Vous vous en rendez sans doute compte si vous me lisez toujours, il est très difficile d’émettre un avis objectif et surtout constant sur la série, tant elle change parfois radicalement de visage, pour le pire et pour le meilleur. Il y en a certes pour tout le monde, mais sur l’ensemble des 10 épisodes, s’avère plus que déséquilibré. Les deux premiers épisodes plairont plus à certains, tandis que d’autres préféreront ce huis clos sanglant et baroque dans l’hôtel, tandis que d’autres préféreront l’aspect plus calme et social des trois derniers épisodes. Je n’en veux pas au réalisateur en tout cas. Je dois même avouer que de le voir avec une telle liberté et un budget confortable de la part d’Amazon (comme ce fut le cas après avec Netflix pour The Forest of Love, ou pour rester chez Amazon, comme Refn pour Too Old to Die Young), cela fait plaisir, et que c’est même important de laisser ces auteurs s’exprimer pleinement, sans ceinture de sécurité, sans personne pour les stopper, quitte à risquer l’overdose. Au milieu de toute cette folie, il reste bien évidemment des moments de grâce, et des ratés également. De la poésie, et du kitch. Du gore, du grotesque, et de l’amour, de la romance. Du dégoût et de l’attirance. Jamais pleinement convaincant, mais jamais détestable. Une série parfois fun, intéressante, amusante, et parfois qui laisse dubitatif. Mais elle a le mérite d’exister. Par contre, clairement dommage pour les quelques CGI, toujours ratés. Par contre, comme souvent avec Sono Sion, le casting est impeccable. Il retrouve Tomite Ami, qu’il avait dirigé sur Antiporno et qui rejoindra la série The Naked Director, et tourne pour la première fois avec Mitsushima Shinnosuke, qu’il retrouvera sur The Forest of Love.

Les plus

Un gros bordel
Énormément d’éléments funs
Des hommages partout
Ça part dans tous les sens
Des idées de mise en scène, de montage
L’ambiance musicale et visuelle
Un très bon casting

Les moins

Mais ça part trop dans tous les sens
Un petit manque de cohérence
Des changements de styles et de genre parfois trop brutaux
Le sang en CGI

En bref : Alors c’est certain, Tokyo Vampire Hotel est un gros délire (bien que parfois pas si con que ça), gore, marrant, parfois vulgaire, bourré d’action et d’idées. Mais qui part parfois trop dans tous les sens et dans des directions différentes, donnant une impression de patchwork qui ne fonctionne pas toujours, et qui donc ne plaira assurément pas à tout le monde.
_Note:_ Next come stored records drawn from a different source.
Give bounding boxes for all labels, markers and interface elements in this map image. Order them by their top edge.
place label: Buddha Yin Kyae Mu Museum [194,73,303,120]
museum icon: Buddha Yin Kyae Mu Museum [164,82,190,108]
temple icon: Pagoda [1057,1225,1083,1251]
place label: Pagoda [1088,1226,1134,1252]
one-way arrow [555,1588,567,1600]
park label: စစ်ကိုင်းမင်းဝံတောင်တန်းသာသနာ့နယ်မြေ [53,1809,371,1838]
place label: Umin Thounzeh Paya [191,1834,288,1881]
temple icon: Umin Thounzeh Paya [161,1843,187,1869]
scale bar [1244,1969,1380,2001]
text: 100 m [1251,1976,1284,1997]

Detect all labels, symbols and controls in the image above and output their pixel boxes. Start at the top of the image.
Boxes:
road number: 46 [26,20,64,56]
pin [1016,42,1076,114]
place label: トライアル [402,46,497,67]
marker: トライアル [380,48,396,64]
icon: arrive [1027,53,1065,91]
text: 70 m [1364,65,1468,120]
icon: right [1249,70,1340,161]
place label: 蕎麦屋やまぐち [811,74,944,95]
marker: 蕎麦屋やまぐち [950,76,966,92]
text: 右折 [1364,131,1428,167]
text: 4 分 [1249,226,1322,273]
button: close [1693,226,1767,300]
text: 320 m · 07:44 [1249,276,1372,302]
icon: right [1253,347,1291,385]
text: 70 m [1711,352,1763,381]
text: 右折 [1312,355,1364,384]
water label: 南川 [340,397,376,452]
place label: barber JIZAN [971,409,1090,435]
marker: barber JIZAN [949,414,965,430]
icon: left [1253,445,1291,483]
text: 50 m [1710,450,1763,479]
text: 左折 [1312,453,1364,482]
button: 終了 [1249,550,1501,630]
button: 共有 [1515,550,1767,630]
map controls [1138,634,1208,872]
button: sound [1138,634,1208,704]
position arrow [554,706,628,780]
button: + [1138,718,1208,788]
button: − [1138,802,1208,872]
2 réflexions sur « TOKYO VAMPIRE HOTEL (東京ヴァンパイアホテル) de Sono Sion (2017) »

  1. Complètement dingo comme toujours chez Sono. Je serais curieux de voir ça quand même. Tout comme ce qu’il nous prépare avec Nicolas Cage (à moins qu’il soit déjà sur le coup suivant)…

    1. Il a ses oeuvres un peu dingo et fun (mais souvent avec quand même un truc à dire derrière) et ses oeuvres plus sombres, là c’est clairement dans la première catégorie, celle que j’apprécie moins. Rah le Nicolas Cage, déjà sept mois qu’il a été montré en festival, faut que ça sorte bordel !!! Et pile en écrivant ces lignes, je vois que le film a maintenant une date de sortie, dans un mois presque jour pour jour… aux States évidemment, nous on va attendre 2/3 ans encore ! Depuis ça ne m’étonnerait pas qu’il soit déjà sur un nouveau tournage.